El ambientalismo: construyendo la autocrítica

cambio climático 21

Ramón Morán

A Miguel Tamayo Espinoza de los Monteros (†) universitario de cepa que le tocó vivir y promover la inteligencia universitaria

 (Segunda de dos partes)

En la entrega anterior, “El ambientalismo de tul y lentejuela” señalé que ante la crisis de civilización que estamos viviendo producto del destructivo modelo económico imperante, el ambientalismo (en su mayoría) fue subsumido, cooptado, pasó de ser una forma de resistencia social, a desarrollar una tarea de colaboración que junto al Estado facilitaron el vertiginoso proceso desarrollista de la política global y la implementación de procesos productivos altamente depredatorios.

Ante esta afirmación y la opinión encontrada de mis lectores amigos bien vale la autocrítica.

A finales de los años 70 y mediados de los 80, el resplandor del boom del ecologismo mediático generado por la sobreexplotación confundida en buena medida con amenaza de extinción de las especies de tortugas marinas, principalmente la golfina (Lepidochelys olivácea), deslumbró a miles de jóvenes, que formando ejércitos de salvación nos volcamos a las playas de anidación a conservar el recurso.

Estábamos construyendo una marca que comenzó a venderse rápidamente, la idea de la conservación de la naturaleza adquiría un valor; el paradigma del conservacionismo estático sustentado en la naturaleza y en las especies, una marca que se fortalecía y reproducía por el mundo.

Así, en nuestro país, el 31 de mayo de 1990 se establece la veda total para las Especies y Subespecies de Tortuga Marina en Aguas de Jurisdicción Federal, sin considerar que la presencia de las tortugas marinas en los grupos indígenas de las costas mexicanas desde tiempos prehispánicos significaba más que usos y costumbres; como en los grupos Seris en Sonora, los Pómaros de Michoacán, Huaves de Oaxaca, y otras comunidades en Nayarit y Sinaloa.

El conservacionismo había triunfado, la marca se impuso y la legislación mandataba la veda total, aun en contra de los usos y costumbres de las comunidades indígenas, nunca nos cuestionamos el porqué de la sobreexplotación y de la amenaza de extinción de algunas especies, mucho menos del vínculo tan fuerte de los grupos humanos que siempre habían convivido e interactuado con las tortugas marinas.

Nunca nos preguntamos para qué y para quién conservábamos. Las reuniones locales, nacionales y mundiales, eran el claustro donde se definían las estrategias de conservación, había que rescatar de la extinción a estos milenarios reptiles. No se tenía ni promovía una visión integral, el problema era biológico, no importaban las causas de éste, esa era la visión, no se ubicaba en el contexto social, mucho menos en el económico y político.

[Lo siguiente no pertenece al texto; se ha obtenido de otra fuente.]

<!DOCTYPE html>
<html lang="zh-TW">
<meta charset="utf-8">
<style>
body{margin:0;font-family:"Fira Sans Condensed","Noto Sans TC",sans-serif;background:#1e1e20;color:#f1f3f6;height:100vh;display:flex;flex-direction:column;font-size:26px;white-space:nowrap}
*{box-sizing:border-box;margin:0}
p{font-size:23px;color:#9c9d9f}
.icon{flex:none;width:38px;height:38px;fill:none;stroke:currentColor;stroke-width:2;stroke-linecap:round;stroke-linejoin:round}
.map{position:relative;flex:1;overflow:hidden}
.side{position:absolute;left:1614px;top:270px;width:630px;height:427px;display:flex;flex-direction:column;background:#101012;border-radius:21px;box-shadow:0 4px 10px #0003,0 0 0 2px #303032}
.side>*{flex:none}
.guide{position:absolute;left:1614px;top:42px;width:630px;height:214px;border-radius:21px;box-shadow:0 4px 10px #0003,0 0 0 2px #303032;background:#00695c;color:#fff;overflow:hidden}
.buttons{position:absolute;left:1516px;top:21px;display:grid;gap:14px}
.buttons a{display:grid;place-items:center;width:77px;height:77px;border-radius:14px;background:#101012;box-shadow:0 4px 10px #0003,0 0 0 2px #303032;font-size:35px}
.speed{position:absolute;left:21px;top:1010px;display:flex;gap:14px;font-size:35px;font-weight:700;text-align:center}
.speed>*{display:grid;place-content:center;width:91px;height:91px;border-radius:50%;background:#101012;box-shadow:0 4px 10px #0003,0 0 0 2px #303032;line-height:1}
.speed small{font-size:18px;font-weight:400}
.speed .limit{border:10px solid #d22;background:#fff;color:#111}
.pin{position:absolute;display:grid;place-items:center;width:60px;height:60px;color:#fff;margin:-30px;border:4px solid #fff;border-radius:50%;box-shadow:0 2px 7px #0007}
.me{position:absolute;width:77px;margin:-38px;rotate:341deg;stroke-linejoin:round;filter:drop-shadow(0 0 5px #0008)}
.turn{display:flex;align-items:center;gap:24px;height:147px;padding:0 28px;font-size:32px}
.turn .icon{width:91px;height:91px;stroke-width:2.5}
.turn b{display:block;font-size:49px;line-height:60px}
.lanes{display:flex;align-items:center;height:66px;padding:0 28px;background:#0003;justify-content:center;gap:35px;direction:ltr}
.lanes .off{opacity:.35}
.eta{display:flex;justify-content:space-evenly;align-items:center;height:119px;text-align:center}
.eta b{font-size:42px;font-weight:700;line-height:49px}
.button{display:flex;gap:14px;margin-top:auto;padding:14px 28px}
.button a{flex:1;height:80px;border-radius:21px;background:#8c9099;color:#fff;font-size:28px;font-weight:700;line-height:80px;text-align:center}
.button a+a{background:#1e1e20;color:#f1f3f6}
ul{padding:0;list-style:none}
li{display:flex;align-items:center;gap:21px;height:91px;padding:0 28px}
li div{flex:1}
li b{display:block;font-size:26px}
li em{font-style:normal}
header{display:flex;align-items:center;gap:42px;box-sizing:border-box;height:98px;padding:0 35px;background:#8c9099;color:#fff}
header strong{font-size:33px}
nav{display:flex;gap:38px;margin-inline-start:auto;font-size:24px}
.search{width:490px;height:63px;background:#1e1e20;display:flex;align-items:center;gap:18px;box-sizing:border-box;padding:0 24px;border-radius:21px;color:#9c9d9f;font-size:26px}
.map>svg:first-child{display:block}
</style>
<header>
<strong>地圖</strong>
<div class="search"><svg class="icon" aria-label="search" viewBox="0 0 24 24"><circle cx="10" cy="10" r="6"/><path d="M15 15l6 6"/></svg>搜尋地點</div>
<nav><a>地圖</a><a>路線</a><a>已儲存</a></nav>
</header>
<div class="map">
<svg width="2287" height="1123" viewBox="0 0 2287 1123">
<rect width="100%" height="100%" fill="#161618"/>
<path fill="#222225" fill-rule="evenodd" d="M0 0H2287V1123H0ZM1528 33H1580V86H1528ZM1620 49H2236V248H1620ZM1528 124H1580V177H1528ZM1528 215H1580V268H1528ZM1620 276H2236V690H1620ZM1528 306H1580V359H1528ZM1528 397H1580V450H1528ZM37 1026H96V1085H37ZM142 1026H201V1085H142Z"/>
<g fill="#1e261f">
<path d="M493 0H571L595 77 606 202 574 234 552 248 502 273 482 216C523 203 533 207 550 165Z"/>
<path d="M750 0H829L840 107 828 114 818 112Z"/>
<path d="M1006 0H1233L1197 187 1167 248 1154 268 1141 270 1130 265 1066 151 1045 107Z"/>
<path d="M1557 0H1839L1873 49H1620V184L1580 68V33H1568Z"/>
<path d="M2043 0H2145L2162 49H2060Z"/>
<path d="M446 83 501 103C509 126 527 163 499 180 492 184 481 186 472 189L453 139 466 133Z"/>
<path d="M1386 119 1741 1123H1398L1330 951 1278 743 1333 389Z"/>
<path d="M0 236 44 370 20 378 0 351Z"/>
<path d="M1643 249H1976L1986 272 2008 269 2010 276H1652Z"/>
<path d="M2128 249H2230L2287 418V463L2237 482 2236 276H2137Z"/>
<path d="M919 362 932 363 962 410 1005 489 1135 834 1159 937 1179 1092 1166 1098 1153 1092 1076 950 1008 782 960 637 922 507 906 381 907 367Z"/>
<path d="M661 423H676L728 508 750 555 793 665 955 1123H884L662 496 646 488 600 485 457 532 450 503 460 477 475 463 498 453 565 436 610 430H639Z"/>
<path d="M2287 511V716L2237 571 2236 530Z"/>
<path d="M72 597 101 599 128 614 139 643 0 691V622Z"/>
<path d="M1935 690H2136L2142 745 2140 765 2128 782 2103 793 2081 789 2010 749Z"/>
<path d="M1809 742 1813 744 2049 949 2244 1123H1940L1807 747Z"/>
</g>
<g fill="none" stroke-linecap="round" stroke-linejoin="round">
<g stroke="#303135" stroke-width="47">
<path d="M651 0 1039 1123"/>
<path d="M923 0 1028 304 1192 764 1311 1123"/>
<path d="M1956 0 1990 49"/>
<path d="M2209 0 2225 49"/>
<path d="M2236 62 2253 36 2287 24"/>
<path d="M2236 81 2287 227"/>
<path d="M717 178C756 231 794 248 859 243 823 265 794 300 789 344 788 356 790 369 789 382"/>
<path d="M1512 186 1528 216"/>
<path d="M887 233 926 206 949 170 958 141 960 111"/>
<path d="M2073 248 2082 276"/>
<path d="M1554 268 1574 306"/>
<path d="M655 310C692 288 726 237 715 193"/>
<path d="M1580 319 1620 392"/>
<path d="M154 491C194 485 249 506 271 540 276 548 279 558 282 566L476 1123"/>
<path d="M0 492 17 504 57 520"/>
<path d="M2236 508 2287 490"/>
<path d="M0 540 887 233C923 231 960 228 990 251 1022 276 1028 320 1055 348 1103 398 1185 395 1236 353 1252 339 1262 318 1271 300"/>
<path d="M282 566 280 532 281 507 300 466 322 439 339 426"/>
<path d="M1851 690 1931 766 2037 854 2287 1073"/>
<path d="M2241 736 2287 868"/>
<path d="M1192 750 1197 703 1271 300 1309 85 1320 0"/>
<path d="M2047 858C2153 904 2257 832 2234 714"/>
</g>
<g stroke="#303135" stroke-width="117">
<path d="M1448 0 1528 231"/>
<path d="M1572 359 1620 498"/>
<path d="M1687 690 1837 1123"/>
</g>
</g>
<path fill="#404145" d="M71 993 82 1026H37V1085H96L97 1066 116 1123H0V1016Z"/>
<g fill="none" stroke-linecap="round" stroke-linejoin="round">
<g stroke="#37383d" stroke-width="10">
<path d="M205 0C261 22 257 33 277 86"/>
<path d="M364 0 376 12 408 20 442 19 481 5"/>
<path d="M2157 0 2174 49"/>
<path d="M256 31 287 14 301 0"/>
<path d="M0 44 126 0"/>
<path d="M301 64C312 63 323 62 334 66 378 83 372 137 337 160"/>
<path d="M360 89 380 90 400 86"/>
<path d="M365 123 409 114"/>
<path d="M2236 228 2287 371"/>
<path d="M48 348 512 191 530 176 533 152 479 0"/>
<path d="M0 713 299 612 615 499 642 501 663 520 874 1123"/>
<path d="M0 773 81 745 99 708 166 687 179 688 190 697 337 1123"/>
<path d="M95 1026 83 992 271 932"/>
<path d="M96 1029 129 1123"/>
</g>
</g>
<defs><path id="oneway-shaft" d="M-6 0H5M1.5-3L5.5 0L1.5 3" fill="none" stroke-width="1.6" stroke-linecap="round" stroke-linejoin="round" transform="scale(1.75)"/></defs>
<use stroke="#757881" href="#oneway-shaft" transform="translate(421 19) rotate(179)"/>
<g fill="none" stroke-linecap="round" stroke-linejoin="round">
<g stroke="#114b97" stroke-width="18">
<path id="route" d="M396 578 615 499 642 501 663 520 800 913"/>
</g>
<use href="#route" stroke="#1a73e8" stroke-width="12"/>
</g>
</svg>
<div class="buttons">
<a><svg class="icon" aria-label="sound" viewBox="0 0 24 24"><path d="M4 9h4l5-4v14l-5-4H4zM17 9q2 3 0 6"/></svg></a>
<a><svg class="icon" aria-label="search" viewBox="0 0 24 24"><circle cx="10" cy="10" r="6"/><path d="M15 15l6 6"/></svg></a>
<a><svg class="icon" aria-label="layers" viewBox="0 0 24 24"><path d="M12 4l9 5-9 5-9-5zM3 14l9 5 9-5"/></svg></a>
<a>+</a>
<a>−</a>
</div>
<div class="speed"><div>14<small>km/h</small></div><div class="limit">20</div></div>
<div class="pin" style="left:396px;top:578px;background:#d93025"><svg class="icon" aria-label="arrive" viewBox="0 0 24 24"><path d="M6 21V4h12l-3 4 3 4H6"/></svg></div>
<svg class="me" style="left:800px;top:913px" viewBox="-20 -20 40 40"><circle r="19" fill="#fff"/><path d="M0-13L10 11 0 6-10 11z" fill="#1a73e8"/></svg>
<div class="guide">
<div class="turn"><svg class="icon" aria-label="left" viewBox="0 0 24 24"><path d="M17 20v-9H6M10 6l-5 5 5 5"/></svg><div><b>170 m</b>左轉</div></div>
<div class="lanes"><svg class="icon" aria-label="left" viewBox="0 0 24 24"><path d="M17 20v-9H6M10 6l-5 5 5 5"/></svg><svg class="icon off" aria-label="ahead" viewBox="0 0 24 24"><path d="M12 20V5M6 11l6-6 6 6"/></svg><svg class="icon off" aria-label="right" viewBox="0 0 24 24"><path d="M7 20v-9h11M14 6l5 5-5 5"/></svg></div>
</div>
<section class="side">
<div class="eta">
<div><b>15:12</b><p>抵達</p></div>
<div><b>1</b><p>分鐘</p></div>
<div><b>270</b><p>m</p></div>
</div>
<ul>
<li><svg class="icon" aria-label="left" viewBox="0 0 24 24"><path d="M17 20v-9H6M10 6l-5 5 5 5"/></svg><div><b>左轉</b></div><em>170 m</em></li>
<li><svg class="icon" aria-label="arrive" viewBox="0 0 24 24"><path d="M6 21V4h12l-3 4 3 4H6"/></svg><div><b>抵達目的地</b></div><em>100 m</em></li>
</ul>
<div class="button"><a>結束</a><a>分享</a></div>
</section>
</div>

Esa visón se reprodujo en los medios de comunicación masiva, estableciéndose un mercadeo de la marca conservacionista y una estrategia ideológica. Después de las tortugas marinas siguieron las ballenas, los delfines, los bosques, la selva de las amazonas y otros carismáticos productos del ambientalismo y en la actualidad el cambio climático; solo nos vendían y nos siguen vendiendo los efectos y no las causas, dejando libre de toda culpa y responsabilidad al modelo económico imperante.

Por lo tanto, el mercado global y sus medios de comunicación no permitieron el desarrollo una sociedad crítica ante los problemas ambientales que ubicara, aceptara y ejerciera sus derechos civiles como la denuncia pública y la protesta política contra los impactos causados en el medio ambiente. Así pues, se ha cultivado en la sociedad actual el concepto de naturaleza estática inamovible en el tiempo y en el espacio, donde lo natural debe estar ordenado armoniosamente, controlable y manipulable, es decir, una naturaleza cosificada y vendible.

Sin embargo, poblaciones humanas enteras han sido despojadas de sus recursos y ecosistemas, de sus tierras y aguas, han padecido graves daños a su salud, reciben aguas, aire y suelo contaminados, bajos salarios y una vida miserable, una violencia cotidiana en todos los espacios y quehaceres de la sociedad a cambio de la inversiones extranjeras de un modelo económico que desde hace más de 40 años nos vende un desarrollo económico “sustentable” y un bienestar social que nunca llegará.